TASK DESCRIPTION: Tally the lines below that contain the word "Захарова". Only the total should be given.

STORED DATA:
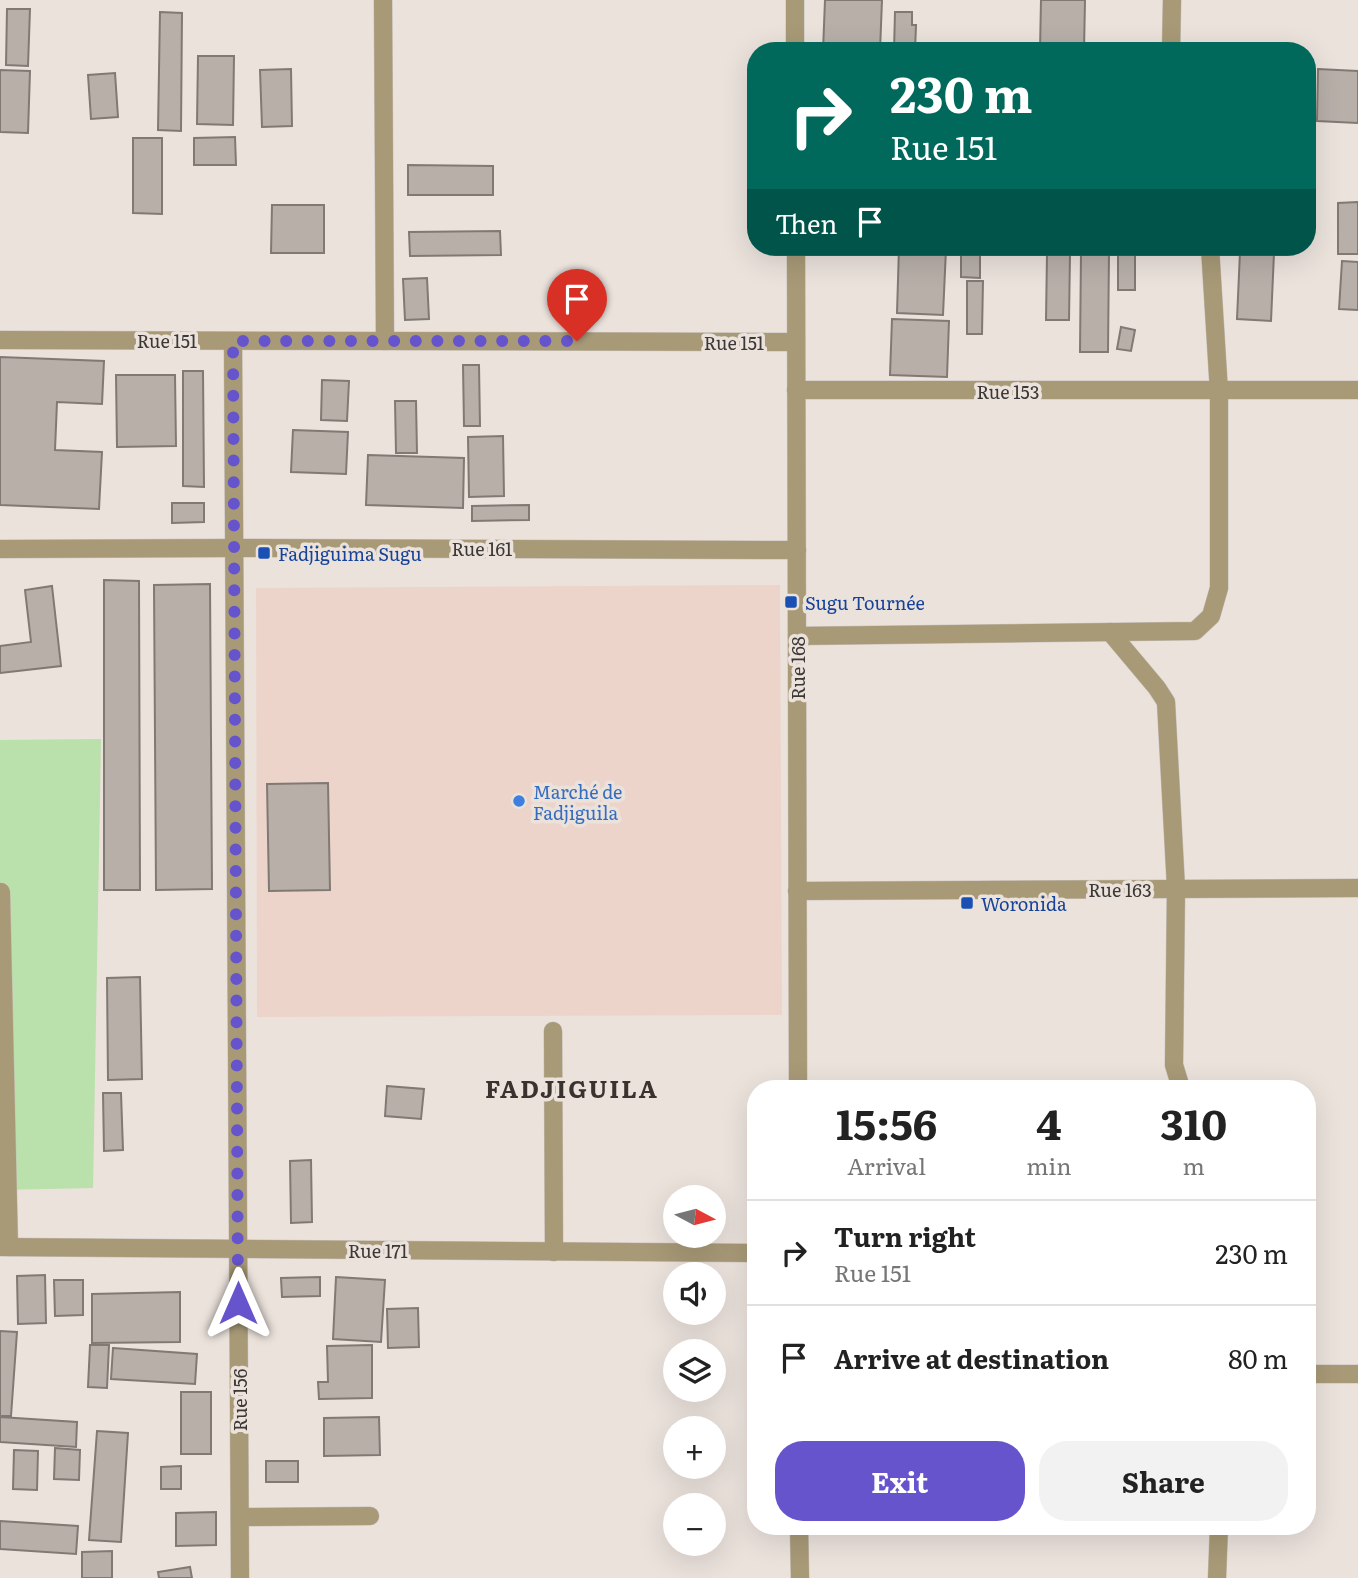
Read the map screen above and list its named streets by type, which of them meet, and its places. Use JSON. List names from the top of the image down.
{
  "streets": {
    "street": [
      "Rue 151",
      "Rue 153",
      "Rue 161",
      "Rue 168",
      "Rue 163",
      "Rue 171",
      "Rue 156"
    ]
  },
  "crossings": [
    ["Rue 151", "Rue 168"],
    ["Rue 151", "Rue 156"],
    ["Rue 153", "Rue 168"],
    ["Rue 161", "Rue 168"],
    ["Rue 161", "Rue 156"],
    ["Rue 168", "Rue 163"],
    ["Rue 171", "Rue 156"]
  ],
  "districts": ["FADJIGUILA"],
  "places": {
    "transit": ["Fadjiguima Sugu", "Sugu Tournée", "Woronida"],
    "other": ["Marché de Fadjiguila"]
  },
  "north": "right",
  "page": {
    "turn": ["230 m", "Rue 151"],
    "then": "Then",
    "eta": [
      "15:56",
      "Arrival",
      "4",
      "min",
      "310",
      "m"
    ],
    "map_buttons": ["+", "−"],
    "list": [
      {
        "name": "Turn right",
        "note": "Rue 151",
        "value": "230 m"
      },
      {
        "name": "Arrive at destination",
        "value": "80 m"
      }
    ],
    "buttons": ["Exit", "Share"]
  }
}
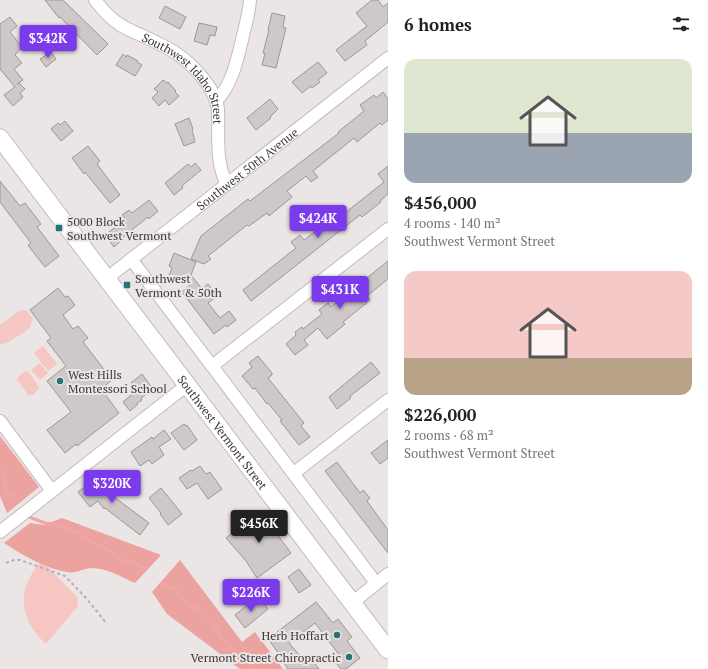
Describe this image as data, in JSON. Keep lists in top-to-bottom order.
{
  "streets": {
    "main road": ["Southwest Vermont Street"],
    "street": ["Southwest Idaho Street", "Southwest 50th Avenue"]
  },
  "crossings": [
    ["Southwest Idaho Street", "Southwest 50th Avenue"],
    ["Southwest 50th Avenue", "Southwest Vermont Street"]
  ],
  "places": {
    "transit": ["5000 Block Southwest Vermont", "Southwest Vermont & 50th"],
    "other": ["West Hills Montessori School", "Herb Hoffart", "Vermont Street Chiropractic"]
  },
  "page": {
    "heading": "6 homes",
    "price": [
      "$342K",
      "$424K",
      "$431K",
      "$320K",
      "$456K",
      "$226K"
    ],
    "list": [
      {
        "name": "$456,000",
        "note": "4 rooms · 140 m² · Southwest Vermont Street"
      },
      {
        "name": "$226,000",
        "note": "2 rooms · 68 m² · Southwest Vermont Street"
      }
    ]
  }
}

* * *

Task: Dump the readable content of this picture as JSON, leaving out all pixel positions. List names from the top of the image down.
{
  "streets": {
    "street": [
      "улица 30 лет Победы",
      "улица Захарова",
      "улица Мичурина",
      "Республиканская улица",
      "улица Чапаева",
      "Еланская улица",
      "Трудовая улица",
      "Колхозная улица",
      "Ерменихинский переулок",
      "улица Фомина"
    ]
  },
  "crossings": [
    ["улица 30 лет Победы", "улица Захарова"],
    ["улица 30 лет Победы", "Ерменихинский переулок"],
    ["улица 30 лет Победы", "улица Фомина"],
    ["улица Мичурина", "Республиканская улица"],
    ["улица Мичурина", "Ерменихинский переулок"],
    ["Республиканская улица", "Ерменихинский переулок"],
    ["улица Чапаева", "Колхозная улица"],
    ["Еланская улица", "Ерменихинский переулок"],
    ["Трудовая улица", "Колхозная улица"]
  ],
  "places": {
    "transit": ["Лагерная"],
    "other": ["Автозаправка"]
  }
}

REPLY: 2